* Instructions for the task *
Gather all lines with "list" from the records.

* Input material *
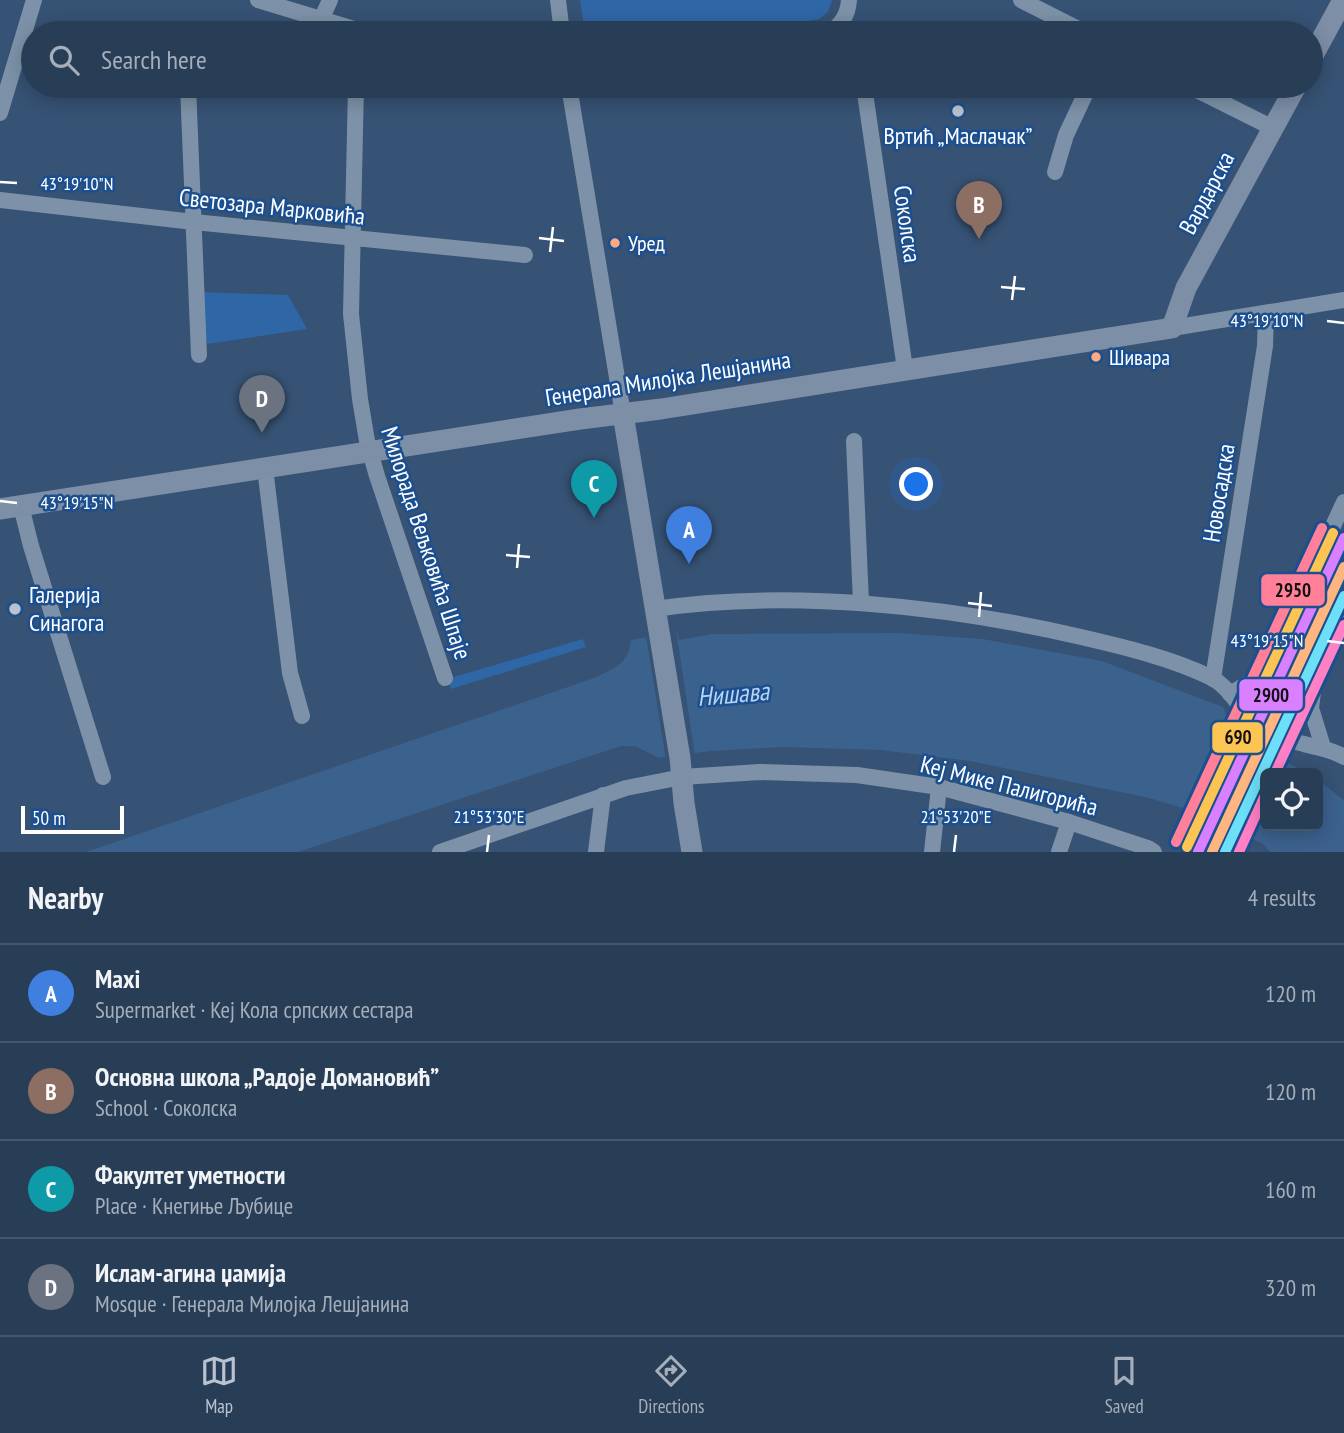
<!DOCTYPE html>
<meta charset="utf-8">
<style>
:root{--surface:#283e57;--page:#30455d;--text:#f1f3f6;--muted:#a5aeba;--line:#44576d;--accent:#b9c2ce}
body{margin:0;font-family:"PT Sans Narrow",sans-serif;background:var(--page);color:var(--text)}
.controls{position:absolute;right:21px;bottom:21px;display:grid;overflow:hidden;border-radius:10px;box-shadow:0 4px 18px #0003}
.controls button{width:63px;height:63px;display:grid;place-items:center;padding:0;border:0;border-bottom:2px solid var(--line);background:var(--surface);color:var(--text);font:35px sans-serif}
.scale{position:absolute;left:21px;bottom:18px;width:103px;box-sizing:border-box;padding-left:7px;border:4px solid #fff;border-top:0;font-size:19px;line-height:24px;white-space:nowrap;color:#fff;-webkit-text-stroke:5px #1b4f8f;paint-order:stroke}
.you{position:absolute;left:917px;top:485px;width:24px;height:24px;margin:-18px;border:5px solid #fff;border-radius:50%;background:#1a73e8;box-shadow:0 0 0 10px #1a73e833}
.badge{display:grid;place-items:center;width:46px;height:46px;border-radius:50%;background:var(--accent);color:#fff;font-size:23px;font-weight:700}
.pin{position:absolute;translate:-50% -58px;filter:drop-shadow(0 2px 4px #0008)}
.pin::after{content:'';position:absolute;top:37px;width:24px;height:21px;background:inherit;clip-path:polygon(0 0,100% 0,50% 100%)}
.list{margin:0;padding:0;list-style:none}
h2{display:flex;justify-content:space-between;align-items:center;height:91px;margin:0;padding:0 28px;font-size:30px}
h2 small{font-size:23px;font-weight:400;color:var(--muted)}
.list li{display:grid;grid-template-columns:46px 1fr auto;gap:21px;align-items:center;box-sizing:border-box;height:98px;padding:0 28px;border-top:2px solid var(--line)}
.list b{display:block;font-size:26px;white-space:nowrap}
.list p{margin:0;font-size:23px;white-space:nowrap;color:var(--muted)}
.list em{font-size:23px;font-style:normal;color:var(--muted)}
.icon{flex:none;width:38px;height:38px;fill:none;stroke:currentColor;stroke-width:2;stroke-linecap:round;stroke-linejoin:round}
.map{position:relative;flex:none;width:1344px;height:852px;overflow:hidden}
.search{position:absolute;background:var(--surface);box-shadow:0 4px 18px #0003;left:21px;right:21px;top:21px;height:77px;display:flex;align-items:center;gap:18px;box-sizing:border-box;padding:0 24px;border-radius:38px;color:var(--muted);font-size:26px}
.sheet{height:483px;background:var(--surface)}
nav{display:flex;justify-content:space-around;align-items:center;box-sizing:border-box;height:98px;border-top:2px solid var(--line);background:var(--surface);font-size:19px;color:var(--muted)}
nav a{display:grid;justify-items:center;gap:4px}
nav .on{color:var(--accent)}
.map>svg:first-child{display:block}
</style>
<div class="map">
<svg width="1344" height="852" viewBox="0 0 1344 852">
<rect width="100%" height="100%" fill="#365274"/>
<!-- green -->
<g fill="#2f66a5">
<path d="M580,0H832L828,12L819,19L740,33H585Z"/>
<path d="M201,292L288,295L307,329L207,344Z"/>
<path d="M583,639L586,647L451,689L447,679Z"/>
</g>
<!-- water -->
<path fill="#3b618d" d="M677,631L679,640L712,634L897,633L983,639L1102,661L1223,707L1236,737L1308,773H1265V826H1318V780L1344,800V852H1270L1263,844L1199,813L1149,798L970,761L880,750L783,747L711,751L659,758L635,746H621L298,852H86L594,678C614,669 629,663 631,640Z"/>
<!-- pier -->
<g fill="#365274">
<path d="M676,630L695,756L666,760L646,635Z"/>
<path d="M1247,738L1265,747L1227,831L1209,822Z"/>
</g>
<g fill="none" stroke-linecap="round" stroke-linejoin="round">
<!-- minor -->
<g stroke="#7d92a8" stroke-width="16">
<path d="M258,0L367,33"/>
<path d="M558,0L562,33"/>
<path d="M1021,0L1086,33"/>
<path d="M321,20L330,0"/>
<path d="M828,33C841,26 848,15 849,0"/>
<path d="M188,86L199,355"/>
<path d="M356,86L351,314L360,399L367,441L377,476L445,678"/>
<path d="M569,86L623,414"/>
<path d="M864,86L905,369"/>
<path d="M1189,86L1273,128"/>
<path d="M0,113L34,0"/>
<path d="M1055,172L1066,135L1089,86"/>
<path d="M0,200L194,222L525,255"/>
<path d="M1172,328L1344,300"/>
<path d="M854,441L861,603"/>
<path d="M265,468L290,673L302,716"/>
<path d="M21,506L31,546L103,777"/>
<path d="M655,609C790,589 948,606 1081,637C1124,647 1171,658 1212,678C1234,690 1241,716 1265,728C1277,735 1290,741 1304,744C1318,748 1331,749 1344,757"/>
<path d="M1213,679L1265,346L1266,313"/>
<path d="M1230,694L1260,676L1271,661L1344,502"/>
<path d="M1323,747L1311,708L1316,667L1344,606"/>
<path d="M440,852L626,788L682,777L760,772L857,775L939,787L1069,822L1148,848L1154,852"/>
<path d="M596,852L603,795"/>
<path d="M932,852L939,787"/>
<path d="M1059,852L1069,822"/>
</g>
<!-- major -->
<g stroke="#7d8ea7" stroke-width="21">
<path d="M1311,59L1343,0"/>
<path d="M623,414L680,758L684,803L692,852"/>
<path d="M0,509L580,419L661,409L1172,328L1186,288L1296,86"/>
</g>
<defs>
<path id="rail-1" d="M1198,852L1344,538"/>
<path id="rail-2" d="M1212,852L1344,567"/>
<path id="rail-3" d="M1187,847L1333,533"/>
<path id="rail-4" d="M1225,852L1344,596"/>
<path id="rail-5" d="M1176,842L1322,528"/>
<g id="rail-6">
<path d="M1275,773L1344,625"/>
<path d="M1239,852L1265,795"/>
</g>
</defs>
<!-- rail-1 casing -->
<use href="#rail-1" stroke="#1b4f8f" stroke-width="16"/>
<!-- rail-2 casing -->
<use href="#rail-2" stroke="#1b4f8f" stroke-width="16"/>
<!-- rail-3 casing -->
<use href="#rail-3" stroke="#1b4f8f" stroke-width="16"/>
<!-- rail-4 casing -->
<use href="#rail-4" stroke="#1b4f8f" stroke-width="16"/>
<!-- rail-5 casing -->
<use href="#rail-5" stroke="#1b4f8f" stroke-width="16"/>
<!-- rail-6 casing -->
<use href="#rail-6" stroke="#1b4f8f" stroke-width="16"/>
<!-- rail-1 -->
<use href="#rail-1" stroke="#d880ff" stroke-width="10"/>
<!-- rail-2 -->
<use href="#rail-2" stroke="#ffb580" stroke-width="10"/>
<!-- rail-3 -->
<use href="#rail-3" stroke="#fcc553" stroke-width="10"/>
<!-- rail-4 -->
<use href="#rail-4" stroke="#6ddff8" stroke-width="10"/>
<!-- rail-5 -->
<use href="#rail-5" stroke="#ff8098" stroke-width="10"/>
<!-- rail-6 -->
<use href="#rail-6" stroke="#ff80c5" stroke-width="10"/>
</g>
<!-- ticks -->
<path fill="none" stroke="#fff" stroke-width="2.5" d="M0,182L17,183M539,238L564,241M550,252L553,227M1001,287L1025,289M1012,300L1015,276M1327,321L1344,323M0,501L17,503M506,555L530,557M517,568L519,544M968,603L992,606M979,617L981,592M1327,641L1344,643M487,852L489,835M954,852L956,835"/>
<!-- markers -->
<g fill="#b9c2ce" stroke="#1b4f8f" stroke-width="2.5">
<circle cx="958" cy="111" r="7"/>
<circle cx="15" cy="609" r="7"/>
</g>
<g fill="#ffa980" stroke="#1b4f8f" stroke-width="2.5">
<circle cx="615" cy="243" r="6"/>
<circle cx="1096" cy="357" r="6"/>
</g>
<g text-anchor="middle" stroke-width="5" stroke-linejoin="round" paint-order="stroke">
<!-- bus labels -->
<g font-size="22" fill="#fff" stroke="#1b4f8f" text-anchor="start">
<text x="628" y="251">Уред</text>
<text x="1109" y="365">Шивара</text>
</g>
<!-- poi labels -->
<g font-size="24" fill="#fff" stroke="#1b4f8f">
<text x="958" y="144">Вртић „Маслачак”</text>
<text x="29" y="603" text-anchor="start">Галерија<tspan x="29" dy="28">Синагога</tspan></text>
</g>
<!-- street labels -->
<g font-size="24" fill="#fff" stroke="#1b4f8f">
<text transform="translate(1207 193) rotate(-62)" y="8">Вардарска</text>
<text transform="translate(272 207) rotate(6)" y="8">Светозара Марковића</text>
<text transform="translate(907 224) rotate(82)" y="8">Соколска</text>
<text transform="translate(668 379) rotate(-9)" y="8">Генерала Милојка Лешјанина</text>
<text transform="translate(1219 493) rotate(-81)" y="8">Новосадска</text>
<text transform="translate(426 543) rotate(72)" y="8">Милорада Вељковића Шпаје</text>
<text transform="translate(1009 786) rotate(14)" y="8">Кеј Мике Палигорића</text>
</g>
<!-- water labels -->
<g font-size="26" font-style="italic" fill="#b5d3f5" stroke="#1b4f8f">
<text transform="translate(733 694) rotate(-5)" y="9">Нишава</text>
</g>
</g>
<g font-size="18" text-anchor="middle" fill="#fff" stroke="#1b4f8f" stroke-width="5" stroke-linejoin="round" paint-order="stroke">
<text x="77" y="190">43°19'10"N</text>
<text x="1267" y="327">43°19'10"N</text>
<text x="77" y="509">43°19'15"N</text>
<text x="1267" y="647">43°19'15"N</text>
<text x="489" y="823">21°53'30"E</text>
<text x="956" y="823">21°53'20"E</text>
</g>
<g stroke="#1b4f8f" stroke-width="2.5">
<rect x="1260" y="573" width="66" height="34" rx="7" fill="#ff8098"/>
<rect x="1238" y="678" width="66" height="34" rx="7" fill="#d880ff"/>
<rect x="1211" y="721" width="53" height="33" rx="7" fill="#fcc553"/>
</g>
<g font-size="19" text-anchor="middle" font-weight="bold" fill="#111">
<text x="1293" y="597">2950</text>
<text x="1271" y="702">2900</text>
<text x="1238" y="744">690</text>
</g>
</svg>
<div class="controls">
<button><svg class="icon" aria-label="locate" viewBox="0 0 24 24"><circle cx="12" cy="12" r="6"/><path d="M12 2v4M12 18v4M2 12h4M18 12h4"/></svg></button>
</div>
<div class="scale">50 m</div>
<div class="you"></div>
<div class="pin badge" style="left:689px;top:564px;background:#3f7fe0">A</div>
<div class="pin badge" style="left:979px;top:239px;background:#8d6e63">B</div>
<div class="pin badge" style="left:594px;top:518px;background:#0f9aa8">C</div>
<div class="pin badge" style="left:262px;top:433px;background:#6b7280">D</div>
<div class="search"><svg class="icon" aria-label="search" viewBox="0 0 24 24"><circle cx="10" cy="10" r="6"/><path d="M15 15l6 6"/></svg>Search here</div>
</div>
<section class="sheet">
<h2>Nearby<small>4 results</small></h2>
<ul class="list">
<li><span class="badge" style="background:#3f7fe0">A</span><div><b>Maxi</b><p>Supermarket · Кеј Кола српских сестара</p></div><em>120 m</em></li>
<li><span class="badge" style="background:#8d6e63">B</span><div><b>Основна школа „Радоје Домановић”</b><p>School · Соколска</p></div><em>120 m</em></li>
<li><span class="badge" style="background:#0f9aa8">C</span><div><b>Факултет уметности</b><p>Place · Кнегиње Љубице</p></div><em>160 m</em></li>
<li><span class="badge" style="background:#6b7280">D</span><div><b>Ислам-агина џамија</b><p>Mosque · Генерала Милојка Лешјанина</p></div><em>320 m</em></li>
</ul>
</section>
<nav>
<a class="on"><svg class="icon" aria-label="map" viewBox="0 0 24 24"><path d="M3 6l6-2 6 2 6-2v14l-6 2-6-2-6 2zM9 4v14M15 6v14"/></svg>Map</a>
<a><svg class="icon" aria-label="directions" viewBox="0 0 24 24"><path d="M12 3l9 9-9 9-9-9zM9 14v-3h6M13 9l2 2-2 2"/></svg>Directions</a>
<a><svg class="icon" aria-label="saved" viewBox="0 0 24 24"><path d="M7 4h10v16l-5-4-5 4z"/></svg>Saved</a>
</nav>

* Response *
.list{margin:0;padding:0;list-style:none}
.list li{display:grid;grid-template-columns:46px 1fr auto;gap:21px;align-items:center;box-sizing:border-box;height:98px;padding:0 28px;border-top:2px solid var(--line)}
.list b{display:block;font-size:26px;white-space:nowrap}
.list p{margin:0;font-size:23px;white-space:nowrap;color:var(--muted)}
.list em{font-size:23px;font-style:normal;color:var(--muted)}
<ul class="list">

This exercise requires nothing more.